• [TASK]
Only a number is wanted: how many lines of the entries include the string "limit"?

(Records from a dataset)
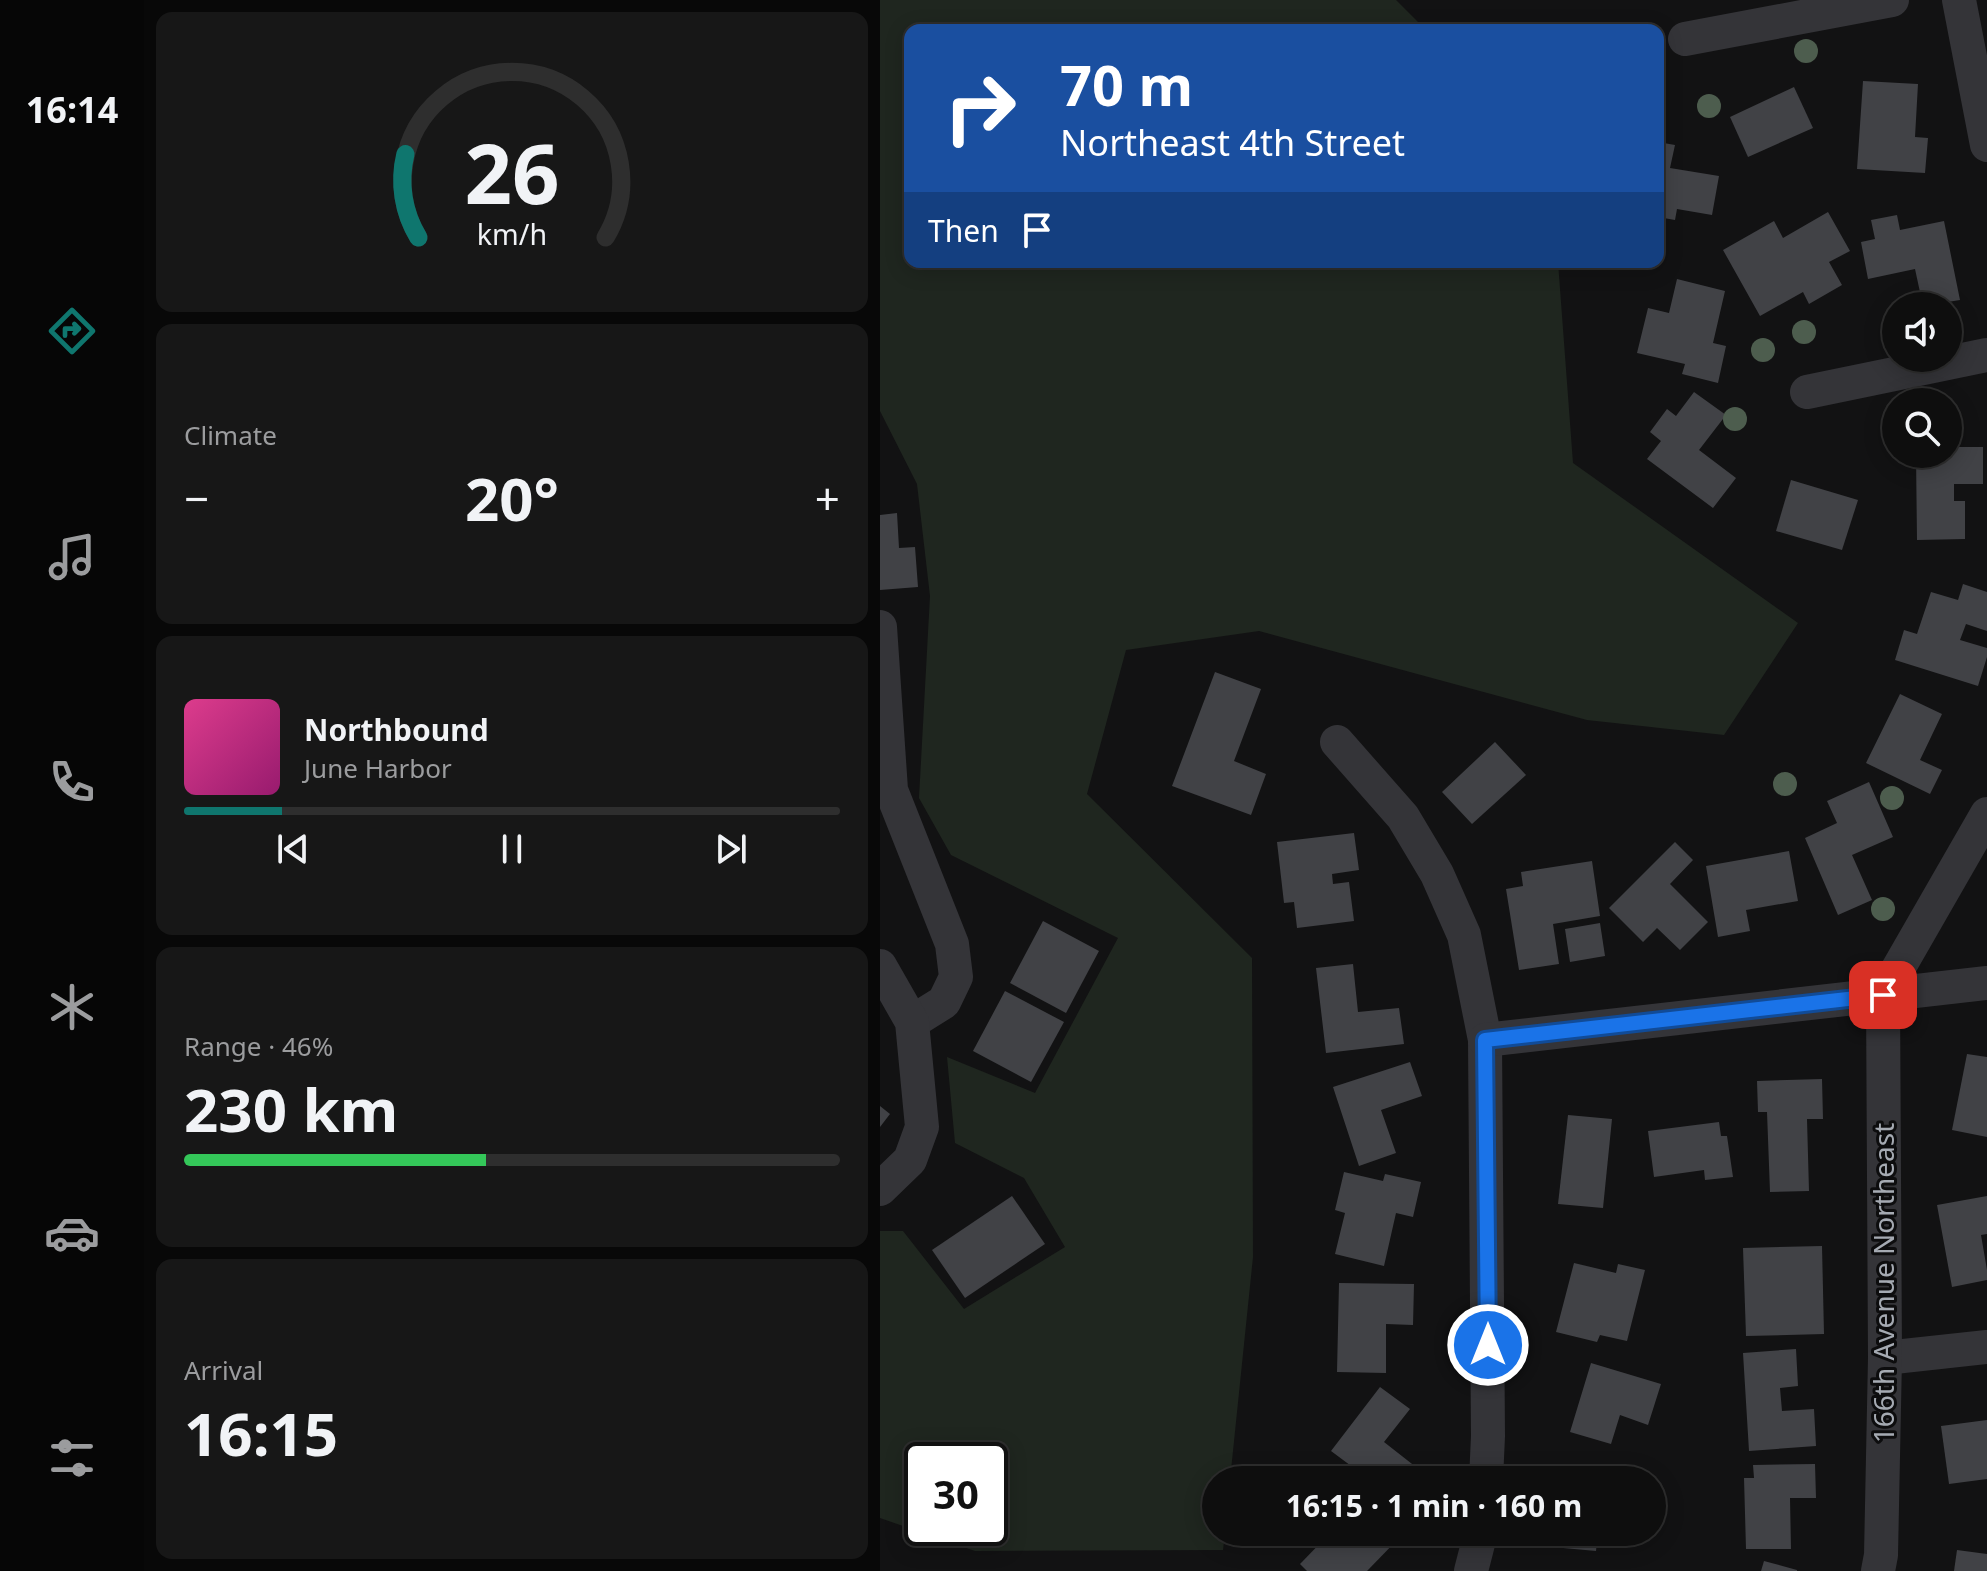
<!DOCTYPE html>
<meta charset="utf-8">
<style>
body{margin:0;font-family:"Noto Sans",sans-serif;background:#171717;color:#f1f3f6;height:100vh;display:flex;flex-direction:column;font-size:30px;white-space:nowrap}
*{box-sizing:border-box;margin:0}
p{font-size:26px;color:#9b9c9e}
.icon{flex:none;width:44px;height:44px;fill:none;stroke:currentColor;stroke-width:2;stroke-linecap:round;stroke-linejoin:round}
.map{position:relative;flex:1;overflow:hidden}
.details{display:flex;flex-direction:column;gap:12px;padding:12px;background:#080808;width:736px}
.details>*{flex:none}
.guide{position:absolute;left:24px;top:24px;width:760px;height:244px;border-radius:16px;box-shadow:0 4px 20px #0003,0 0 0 2px #2e2e2e;background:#1a4fa0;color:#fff;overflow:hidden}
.controls{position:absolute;left:1002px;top:292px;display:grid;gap:16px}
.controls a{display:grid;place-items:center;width:80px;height:80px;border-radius:50%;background:#0e0e0e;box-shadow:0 4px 20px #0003,0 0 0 2px #2e2e2e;font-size:40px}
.speed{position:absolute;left:24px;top:1442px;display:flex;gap:16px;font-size:40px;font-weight:700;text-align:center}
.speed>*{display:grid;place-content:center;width:104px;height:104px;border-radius:50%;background:#0e0e0e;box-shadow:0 4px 20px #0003,0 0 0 2px #2e2e2e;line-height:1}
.speed .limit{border:4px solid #111;border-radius:12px;background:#fff;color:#111}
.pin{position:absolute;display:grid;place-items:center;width:68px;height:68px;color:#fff;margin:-34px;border-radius:16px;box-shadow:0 4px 12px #0006}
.me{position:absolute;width:88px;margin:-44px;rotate:0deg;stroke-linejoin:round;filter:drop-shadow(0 0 6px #0008)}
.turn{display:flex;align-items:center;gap:28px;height:168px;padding:0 24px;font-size:36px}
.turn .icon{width:104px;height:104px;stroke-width:2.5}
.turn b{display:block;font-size:56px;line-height:68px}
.then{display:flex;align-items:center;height:76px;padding:0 24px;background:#0003;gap:16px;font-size:30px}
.big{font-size:60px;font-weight:700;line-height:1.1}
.details .tile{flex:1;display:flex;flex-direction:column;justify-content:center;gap:12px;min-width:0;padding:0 28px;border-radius:16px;background:#171717}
.details .dial{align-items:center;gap:0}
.dial svg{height:208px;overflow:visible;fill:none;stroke:#2e2e2e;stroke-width:7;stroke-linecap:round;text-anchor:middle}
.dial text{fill:#f1f3f6;stroke:none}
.song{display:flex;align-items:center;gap:24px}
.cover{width:96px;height:96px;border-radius:12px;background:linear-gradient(135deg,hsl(330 70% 55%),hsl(320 70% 35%))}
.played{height:8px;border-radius:4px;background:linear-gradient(90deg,#0f766e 15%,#2e2e2e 15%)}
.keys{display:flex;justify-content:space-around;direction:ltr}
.heat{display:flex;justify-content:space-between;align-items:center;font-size:44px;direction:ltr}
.charge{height:12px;border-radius:6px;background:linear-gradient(90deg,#34c759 46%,#2e2e2e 0)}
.trip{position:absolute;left:322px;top:1466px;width:464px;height:80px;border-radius:40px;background:#0e0e0e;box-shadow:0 4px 20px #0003,0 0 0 2px #2e2e2e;font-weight:700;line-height:80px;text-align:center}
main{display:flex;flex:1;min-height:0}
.tab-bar{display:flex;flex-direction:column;width:144px;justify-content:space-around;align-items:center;background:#060606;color:#9b9c9e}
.tab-bar .icon{width:56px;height:56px}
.tab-bar .selected{color:#0f766e}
.tab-bar b{font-size:36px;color:#f1f3f6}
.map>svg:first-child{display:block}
.green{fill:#1f261f;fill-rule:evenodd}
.building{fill:#414246}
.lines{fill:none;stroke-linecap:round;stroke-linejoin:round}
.minor{stroke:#343438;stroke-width:34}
.tree{fill:#4d5d4e}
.route-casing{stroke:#114b97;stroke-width:20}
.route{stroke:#1a73e8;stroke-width:14}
.labels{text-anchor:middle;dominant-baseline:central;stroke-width:6;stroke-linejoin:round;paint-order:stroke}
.street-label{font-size:28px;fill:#a5aab2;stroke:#0d0d0e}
</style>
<main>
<nav class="tab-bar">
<b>16:14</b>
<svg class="icon selected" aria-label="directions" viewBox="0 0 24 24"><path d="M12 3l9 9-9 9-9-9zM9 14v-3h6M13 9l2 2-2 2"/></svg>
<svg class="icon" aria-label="music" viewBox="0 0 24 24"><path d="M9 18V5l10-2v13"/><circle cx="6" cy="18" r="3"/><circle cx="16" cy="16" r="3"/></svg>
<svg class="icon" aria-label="phone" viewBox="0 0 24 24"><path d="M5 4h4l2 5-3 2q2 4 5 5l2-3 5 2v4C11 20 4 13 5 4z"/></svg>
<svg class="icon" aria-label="climate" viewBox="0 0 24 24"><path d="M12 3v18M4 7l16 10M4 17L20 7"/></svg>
<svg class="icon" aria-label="car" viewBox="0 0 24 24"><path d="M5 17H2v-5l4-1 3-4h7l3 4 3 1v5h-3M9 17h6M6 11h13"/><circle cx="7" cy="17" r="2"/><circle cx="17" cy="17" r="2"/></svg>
<svg class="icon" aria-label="filters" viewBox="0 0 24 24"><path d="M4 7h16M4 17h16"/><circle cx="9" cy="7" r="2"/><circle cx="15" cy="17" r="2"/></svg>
</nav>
<section class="details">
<div class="tile dial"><svg viewBox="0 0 100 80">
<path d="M14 69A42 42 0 1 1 86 69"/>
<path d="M14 69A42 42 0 0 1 9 37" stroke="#0f766e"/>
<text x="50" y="56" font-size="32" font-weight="700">26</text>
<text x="50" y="72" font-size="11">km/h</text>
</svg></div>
<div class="tile"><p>Climate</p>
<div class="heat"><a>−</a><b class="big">20°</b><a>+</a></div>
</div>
<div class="tile">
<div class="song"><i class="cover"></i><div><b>Northbound</b><p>June Harbor</p></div></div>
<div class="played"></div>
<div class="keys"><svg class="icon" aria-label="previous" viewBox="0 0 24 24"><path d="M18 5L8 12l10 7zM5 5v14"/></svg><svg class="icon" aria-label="pause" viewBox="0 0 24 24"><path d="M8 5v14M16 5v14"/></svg><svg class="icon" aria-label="next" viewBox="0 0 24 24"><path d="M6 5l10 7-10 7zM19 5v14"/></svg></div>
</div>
<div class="tile"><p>Range · 46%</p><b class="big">230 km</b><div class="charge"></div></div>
<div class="tile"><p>Arrival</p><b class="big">16:15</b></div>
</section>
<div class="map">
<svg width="1107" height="1571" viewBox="0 0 1107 1571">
<rect width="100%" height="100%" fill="#121213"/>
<!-- green -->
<path class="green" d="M0,0h516l30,30h-516v232h648l15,201 225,160 -74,112 -137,-15 -328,-89 -133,19 -39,144 165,164 1,299 -23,223h-14v52h9l-2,18 -248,1 -95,-33v-287h23l61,78 101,-62 -41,-69 -69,-35 -8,-86 88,36 83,-155 -167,-83 -32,-57 11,-202 -13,-112 -37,-73zM42,1460h68v68h-68z"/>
<!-- building -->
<g class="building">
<path d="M983,81l55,3 -3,53 13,1 -3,35 -68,-4z"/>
<path d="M914,87l19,41 -65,29 -18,-40z"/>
<path d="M778,142l17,3 -5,23 49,8 -7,39 -35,-6 -2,11 -17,-3z"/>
<path d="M948,212l22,39 -21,11 13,23 -33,19 -6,-12 -43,24 -37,-66 51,-29 9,17z"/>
<path d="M1017,215l3,15 44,-9 16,79 -37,6 -8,-37 -47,10 -7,-37 14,-3 -4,-19z"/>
<path d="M797,279l48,12 -12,52 13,3 -8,37 -36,-9 3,-10 -48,-11 11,-45 21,5z"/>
<path d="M814,392l32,23 -27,35 37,28 -23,30 -66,-49 14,-18 -11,-9 17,-23 9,7z"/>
<path d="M1068,447h35v37h-29v17h11v38l-48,1 -1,-86h32z"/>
<path d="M911,480l67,20 -16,50 -66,-19z"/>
<path d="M17,513l2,35 16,-1 3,40 -38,3v-75z"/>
<path d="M1083,584l24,8v39l-21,-7 -6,16 27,8v9l-9,29 -83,-26 9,-30 13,4 14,-42 27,8z"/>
<path d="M335,672l46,17 -27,72 32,13 -15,41 -79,-29z"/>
<path d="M1020,694l42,20 -22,46 22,10 -12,24 -64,-31z"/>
<path d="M615,742l31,33 -54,49 -30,-32z"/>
<path d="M989,782l24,55 -41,18 20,45 -34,15 -33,-77 32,-15 -10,-22z"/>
<path d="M474,833l5,37 -27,4 1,10 16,-2 5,39 -57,7 -3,-26 -10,1 -7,-61z"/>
<path d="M795,842l18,18 -23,24 38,38 -28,28 -23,-22 -14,14 -34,-34z"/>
<path d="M909,851l9,50 -52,9 4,21 -32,6 -12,-71z"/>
<path d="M712,861l8,55 -47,8 6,40 -40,6 -13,-81 17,-3 -2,-14z"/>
<path d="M163,921l56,30 -33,62 -56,-30z"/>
<path d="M720,923l5,33 -35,6 -5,-33z"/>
<path d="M473,964l5,48 41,-4 5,36 -78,9 -10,-85z"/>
<path d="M125,991l59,31 -33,60 -58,-31z"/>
<path d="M1087,1054l20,3v80l-35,-7z"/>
<path d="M530,1062l12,34 -41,14 15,43 -37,13 -26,-79z"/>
<path d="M942,1079l1,40h-16l2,72 -39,1 -3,-80h-9l-1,-31z"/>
<path d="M0,1106l10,8 -10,13z"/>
<path d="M688,1115l44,4 -9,89 -45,-4z"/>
<path d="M839,1122l2,14h6l6,41 -28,3 -1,-10 -50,7 -6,-46z"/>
<path d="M464,1172l39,9 2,-7 36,8 -8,35 -17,-4 -12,53 -49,-12 10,-41 -10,-3z"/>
<path d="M132,1196l33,48 -80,54 -33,-48z"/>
<path d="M1107,1196v38l-6,1 6,35v10l-35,7 -15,-82z"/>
<path d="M942,1246l2,88 -78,2 -3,-88z"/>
<path d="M694,1263l42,10 2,-9 27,6 -18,71 -27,-6 -3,7 -41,-10z"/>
<path d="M459,1283l75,1 -1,41 -27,-1v49l-49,-1z"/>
<path d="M916,1349l2,37 -18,2 2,23 32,-2 2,37 -67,5 -6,-98z"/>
<path d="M711,1363l70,21 -13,41 -28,-10 -9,29 -41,-12z"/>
<path d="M500,1387l30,22 -26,33 37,29 -7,9h-44l-39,-29z"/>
<path d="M1107,1420v59l-38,5 -8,-58z"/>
<path d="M935,1464l1,34h-26l1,51h-45l-2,-71h10l-1,-13z"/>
<path d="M451,1532h65l5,4 -34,35h-60l-7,-7z"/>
<path d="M674,1532h44l-2,19 -44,-4z"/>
<path d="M1077,1550l30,4v17h-33z"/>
<path d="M884,1561l33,9v1h-36z"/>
</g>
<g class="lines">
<!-- minor -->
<g class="minor">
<path d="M1079,0l28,145"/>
<path d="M805,39l207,-39"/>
<path d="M927,392l180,-37"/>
<path d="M0,627l11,163 61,154 4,33 -12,25 -32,20"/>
<path d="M457,742l66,75 34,57 27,61 21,105 3,396 -2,44"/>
<path d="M0,966l32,56 10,105 -12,33 -30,29"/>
<path d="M605,1040l502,-57"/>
<path d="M1005,1358l102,-11"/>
<path d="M591,1571l10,-39"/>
<path d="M998,1571l3,-16 4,-197 -2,-363 104,-181"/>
</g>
</g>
<!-- trees -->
<g class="tree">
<circle cx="926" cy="51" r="12"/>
<circle cx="829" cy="106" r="12"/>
<circle cx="924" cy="332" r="12"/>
<circle cx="883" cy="350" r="12"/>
<circle cx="855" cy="419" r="12"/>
<circle cx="905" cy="784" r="12"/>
<circle cx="1012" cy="798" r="12"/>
<circle cx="1003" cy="909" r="12"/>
</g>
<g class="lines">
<!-- route casing -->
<g class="route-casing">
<path id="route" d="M608,1345l-3,-305 398,-45"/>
</g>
<!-- route -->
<use href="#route" class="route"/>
</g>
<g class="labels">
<!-- street labels -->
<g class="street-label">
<text transform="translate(1003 1283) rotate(-90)">166th Avenue Northeast</text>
</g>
</g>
</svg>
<div class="controls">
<a><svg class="icon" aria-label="sound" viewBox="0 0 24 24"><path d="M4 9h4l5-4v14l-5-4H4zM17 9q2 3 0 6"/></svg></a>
<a><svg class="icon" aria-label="search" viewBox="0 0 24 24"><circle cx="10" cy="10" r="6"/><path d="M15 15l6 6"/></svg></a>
</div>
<div class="speed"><div class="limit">30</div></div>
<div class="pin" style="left:1003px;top:995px;background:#d93025"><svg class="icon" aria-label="arrive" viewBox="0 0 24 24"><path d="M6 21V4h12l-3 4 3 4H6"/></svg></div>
<svg class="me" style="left:608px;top:1345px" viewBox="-20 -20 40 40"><circle r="17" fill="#1a73e8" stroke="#fff" stroke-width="3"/><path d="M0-11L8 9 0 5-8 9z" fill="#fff"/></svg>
<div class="trip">16:15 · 1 min · 160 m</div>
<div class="guide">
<div class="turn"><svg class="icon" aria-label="right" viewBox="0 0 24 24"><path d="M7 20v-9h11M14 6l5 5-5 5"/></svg><div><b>70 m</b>Northeast 4th Street</div></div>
<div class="then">Then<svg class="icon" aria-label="arrive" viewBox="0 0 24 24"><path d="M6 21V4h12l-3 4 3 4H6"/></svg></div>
</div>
</div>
</main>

• [PROBLEM SOLUTION]
2